The pay deal has been accepted by many paramedics and other non-medical NHS staff in England despite some unions, including the RCN and Unite, rejecting the offer.

There are 14 unions involved in the deal, representing staff on the Agenda for Change contract. This is the current NHS grading and pay system which includes all NHS workers apart from doctors, dentists and senior managers.

For the financial year 2022-23, NHS staff under the Agenda for Change scheme will receive a one-off payment worth 2 per cent of their salary for 2022-23.

They will also get an “NHS backlog bonus” which “recognises the sustained pressure facing the NHS following the pandemic and the extraordinary effort staff have been making to hit backlog recovery targets”.

This bonus will be worth between £1,250 and £1,600 per person, based on an individual’s experience and pay band. The average nurse in pay band 5 would receive £1,350.

For the 2023-24 financial year, NHS workers are being offered a pay rise of 5 per cent.

What has the RCN said?

A postal ballot on new strikes will open on May 23 and close on June 23. The RCN has warned that strikes could go on until Christmas, which would force the cancellation of thousands of patient operations and appointments.

RCN chief, Pat Cullen, told BBC Radio 4’s Today programme: “Tens of thousands of my members voted to tell the Government their last offer was not good enough, that’s very clear.

“What was the offer? It was basically a consolidated 9 per cent over a couple of years, and that’s a really important point. And we’re saying to Government, let’s negotiate further and add to it.”

On Monday, Downing Street said some nurses would already receive double-digit pay rises under the deal rejected by RCN members.

The Prime Minister’s official spokesman said: “If it is now correct that they are saying their position is that they wish for double digit pay rises over two years, I would gently point out (that) under the deal they voted against, those at the bottom of, or middle of, band five under Agenda for Change, so nurses, would receive 10.7 per cent and 10.3 per cent over two years.”

He added: “I think that illustrates this was a fair and generous offer. It’s the one that the RCN leadership recommended to its members, it was subsequently accepted by the majority of other unions via the NHS staff council.

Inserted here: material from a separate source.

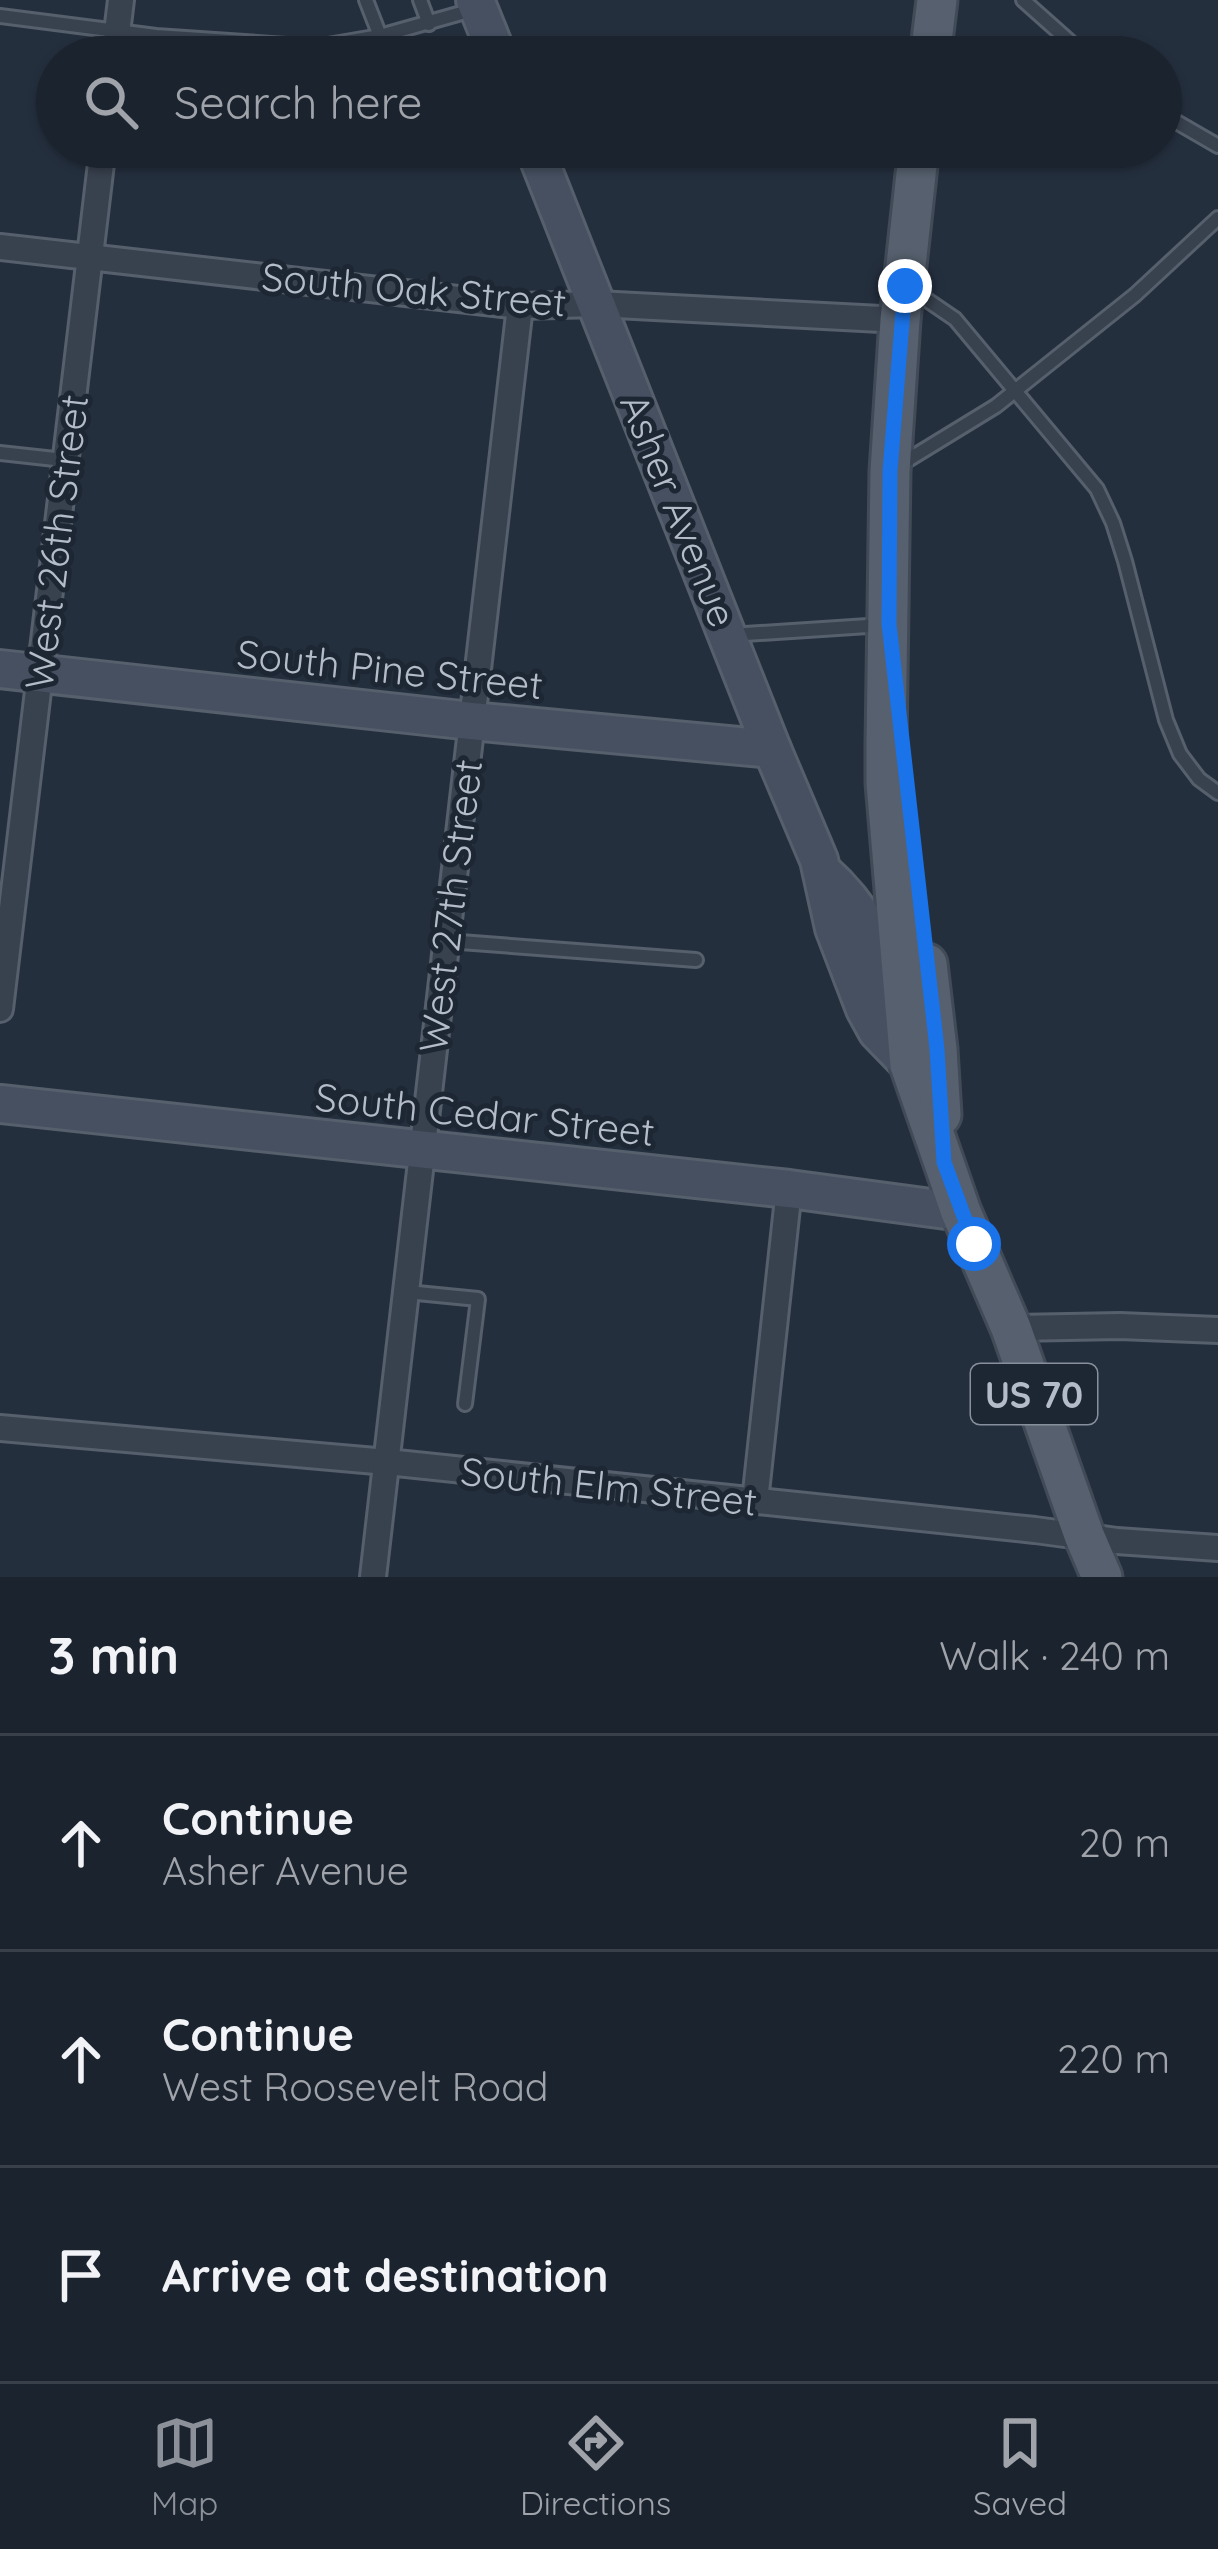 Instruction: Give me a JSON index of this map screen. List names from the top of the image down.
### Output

“It’s important that all unions recognise this collective decision has been made, it should be respected.”

Ms Cullen will use a speech at the RCN’s annual congress in Brighton to say the Government will be forced to act if nurses give the union a fresh mandate for further industrial action.

Ms Cullen will say the NHS and social care system are sailing “dangerously close to the wind” and “nurses are striking because our patients are dying”.

She will say: “In seven days from now, nursing staff in England will receive fresh ballot papers on the question of whether to continue with strike action for up to six more months.

“If you give the college another six-month mandate for strike action, across the whole of England’s NHS, then Government will be forced to act once more.

“Nobody wants to see twice as many nurses take strike action. Or twice as many hospitals affected by a strike.

“Prime Minister, you did the right thing to open negotiations with me in February. Before the 75th birthday of the NHS this July, let’s get this job finished.”

When will the pay rise be paid for other NHS staff?

The Department of Health and Social Care (DHSC) had said staff should see the pay in their packets from June.

“We’re working on this at pace as we understand the importance of getting this into pay packets as soon as possible,” the department said.

Unions have called for the Government to issue the pay deal as soon as possible to support struggling health workers.

Unison – representing a range of health staff including paramedics, hospital cleaners and some nurses – accepted the Government’s pay offer but called for the payment to be made by June.

Head of health at the union, Sara Gorton, who chairs the union group on the NHS Staff Council, said: “NHS workers will now want the pay rise they’ve voted to accept. The hope is that the one-off payment and salary increase will be in June’s pay packets.”

However, guidance issued by NHS Employers to NHS trusts in England earlier this month sets out plans to allow the money to be paid in installments.